I could not be more proud of our football team. We’ve struggled, we’ve fought our way back to CFL domination and finally, it has ended in victory! Our Grey Cup parade will be the biggest parade in approximately twenty-nine years. No parade will compare to our parade. In keeping with the celebrations and stories of our home team, I’ve decided to share a very special and historical dialogue about my time as the Winnipeg Blue Bomber Cheerleading coach.
Coaching the Blue Bomber Cheer team
I have coached for a long time. Gymnastics, cheerleading and yoga; somehow I consider myself a yoga coach although I’m not entirely sure that is a thing because I rarely yell at the yogis. Downward dog! I was, however, a real and true cheerleading coach. With lots of yelling and all the coffee. The real deal.
My good friend Carrie and I had been coaching the University of Manitoba Bison Cheerleading team for many years. We took them to Nationals in Canada, the U.S. and Mexico as well as traveled for various competitions all over Canada. We also took them to Las Vegas, although we’ve never spoken of it again and I do not recommend it. We loved them and I like to tell myself that the feeling was mutual.
I can’t say that I was a warm blanket of comfort as a coach, but I did get shit done and I got it done well. Same with Carrie.
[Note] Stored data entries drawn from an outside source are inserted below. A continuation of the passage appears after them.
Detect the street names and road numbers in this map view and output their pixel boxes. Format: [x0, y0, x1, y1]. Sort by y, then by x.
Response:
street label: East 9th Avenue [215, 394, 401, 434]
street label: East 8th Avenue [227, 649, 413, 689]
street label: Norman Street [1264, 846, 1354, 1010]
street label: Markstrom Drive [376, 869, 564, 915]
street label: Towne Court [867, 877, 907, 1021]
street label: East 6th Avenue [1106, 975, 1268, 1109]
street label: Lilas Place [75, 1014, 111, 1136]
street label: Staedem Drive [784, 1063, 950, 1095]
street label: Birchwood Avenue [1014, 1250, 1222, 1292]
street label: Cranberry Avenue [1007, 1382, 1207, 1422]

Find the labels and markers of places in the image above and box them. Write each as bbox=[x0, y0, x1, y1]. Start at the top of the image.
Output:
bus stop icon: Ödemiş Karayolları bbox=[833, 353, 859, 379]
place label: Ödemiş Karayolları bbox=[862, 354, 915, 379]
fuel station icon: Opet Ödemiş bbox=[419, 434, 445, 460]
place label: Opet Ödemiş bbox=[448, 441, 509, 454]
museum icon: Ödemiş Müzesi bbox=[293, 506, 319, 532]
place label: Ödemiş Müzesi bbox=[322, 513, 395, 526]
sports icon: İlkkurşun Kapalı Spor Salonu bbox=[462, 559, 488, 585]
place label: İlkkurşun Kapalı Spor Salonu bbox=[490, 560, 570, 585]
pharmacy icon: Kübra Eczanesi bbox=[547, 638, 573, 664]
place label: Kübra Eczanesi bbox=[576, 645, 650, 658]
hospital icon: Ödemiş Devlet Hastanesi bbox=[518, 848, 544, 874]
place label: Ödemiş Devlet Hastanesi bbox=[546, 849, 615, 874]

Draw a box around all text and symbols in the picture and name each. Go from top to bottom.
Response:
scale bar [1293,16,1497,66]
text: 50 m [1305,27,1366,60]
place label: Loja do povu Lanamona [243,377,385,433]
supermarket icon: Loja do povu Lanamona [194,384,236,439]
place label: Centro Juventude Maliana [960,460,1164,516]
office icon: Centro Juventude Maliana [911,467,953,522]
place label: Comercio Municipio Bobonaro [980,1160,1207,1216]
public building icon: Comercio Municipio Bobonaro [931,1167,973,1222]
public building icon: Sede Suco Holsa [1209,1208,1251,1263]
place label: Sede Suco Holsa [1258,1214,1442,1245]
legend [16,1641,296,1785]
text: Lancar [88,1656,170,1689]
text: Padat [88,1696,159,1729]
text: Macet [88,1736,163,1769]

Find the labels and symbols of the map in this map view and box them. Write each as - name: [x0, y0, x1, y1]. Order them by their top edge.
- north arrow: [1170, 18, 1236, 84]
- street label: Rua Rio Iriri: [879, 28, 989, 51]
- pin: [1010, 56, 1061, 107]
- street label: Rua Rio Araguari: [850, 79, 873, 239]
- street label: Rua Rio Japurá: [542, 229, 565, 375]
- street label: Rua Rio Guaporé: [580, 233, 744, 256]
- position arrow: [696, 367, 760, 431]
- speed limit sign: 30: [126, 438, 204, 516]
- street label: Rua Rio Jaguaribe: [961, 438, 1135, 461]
No warm blanket needed. Because of my anti-blanket attitude (along with Carrie’s “light” version of that same attitude) the Manitoba Bison Cheer team was fucking amazing. I have always been very humble about the Bison. They were crazy awesome.
Cheer and Dance
From the moment we received her long-winded explanation of how she wanted the team to run, we knew it was a perfect fit. Look at that bold-faced bossiness from a woman we’ve never met. We’re going to get along just great. And we really did. Every practice was filled with yelling and laughter. The three of us naturally worked well together and because we enjoyed practice so much, the team did as well.
The good ol’ days
We had so many team highlights, particularly performing at Grey Cup, as well as games. Games were amazing. Each was so exciting. Every fan knows that though; we have such a great fanscape here in Winnipeg. During our first year together, we invented stunts a lot. Carrie and I loved creating stunt sequences and skills that we decided in our imagination would be perfect. Our athletes were tough as hell and always down for our stunt experiments. I used to tell them about new stunts like it was the most enthralling story since Harry Potter; culminating in the climax…a stunt of such magnificence and perfection that we could barely survive the excitement. The stunt would be legendary. Voldemort is dead. They adopted a ‘catch everyone’ policy and that is how they trained. Catch. Everyone.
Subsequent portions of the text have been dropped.